Ce qui est « en jeu » dans la « question mariale » est extrêmement important : il s’agit d’abord de questions théologiques et spirituelles dont les conséquences dépassent largement la figure de Marie, à cause de l’interaction, de la cohérence des différents éléments du mystère chrétien.
Mais ces questions se posent dans l’histoire, à un moment donné de la situation de l’Eglise. On sent bien que se cristallisent autour de ce thème beaucoup de questions sensibles. On peut dire de questions de sensibilités ecclésiales.
On ne s’en sort pas si l’on reste à ce niveau des sensibilités, des options ecclésiales. La Vierge Marie vaut plus qu’une guerre de chapelle. La question mariale doit prendre de la hauteur. Surtout elle doit être toujours resituée dans un ensemble, celui du mystère chrétien.
Il est intéressant de partir de la question qui s’est posée au moment du Concile Vatican II : elle révèle bien ce débat récurrent de la mariologie : où exactement se situe Marie, quelle place lui revient dans la foi et la piété chrétiennes ?

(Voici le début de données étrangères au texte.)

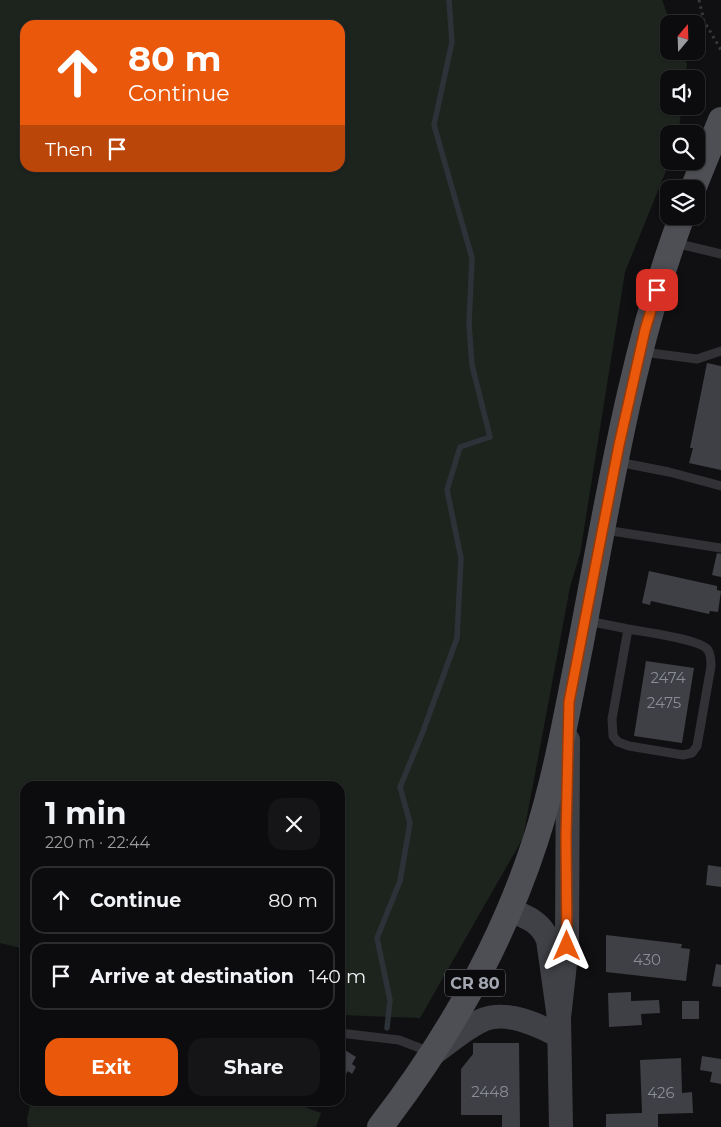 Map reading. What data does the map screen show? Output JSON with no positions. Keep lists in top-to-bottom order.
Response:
{
  "streets": {
    "main road": ["CR 80"]
  },
  "house_numbers": [
    "2474",
    "2475",
    "430",
    "2448",
    "426"
  ],
  "north": "top",
  "page": {
    "turn": ["80 m", "Continue"],
    "then": "Then",
    "heading": ["1 min", "220 m · 22:44"],
    "list": [
      {
        "name": "Continue",
        "value": "80 m"
      },
      {
        "name": "Arrive at destination",
        "value": "140 m"
      }
    ],
    "buttons": ["Exit", "Share"]
  }
}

La question la plus saillante consistait à chercher si le schéma sur Marie devait être proposé à l’intérieur de la Constitution sur l’Eglise, ou bien si elle devait faire l’objet d’un texte indépendant.
Ce débat eut pour chefs de file principaux, les cardinaux König (Allemagne) et Santos (Manille). Ce dernier, désireux d’honorer la Vierge Marie de manière digne, dans la théologie comme dans la piété publique et privée, voulait lui rendre dans les textes du Concile la place qui lui revenait, c’est à dire un texte indépendant.
Le cardinal König, plaidait, lui, pour intégrer la partie mariale dans la Constitution sur l’Eglise. Le vote du 29 octobre 1963 fit apparaître une division de l’assemblée en deux groupes à peu près égaux (1114 c/ 1074 = 40 voix d’écart). Mais la majorité conduite par König, remporte une victoire extrêmement importante. Ainsi, c’est au sein de la constitution sur l’Eglise, Lumen Gentium (votée en 1964) que l’on trouve la pensée des Pères du Concile sur Marie.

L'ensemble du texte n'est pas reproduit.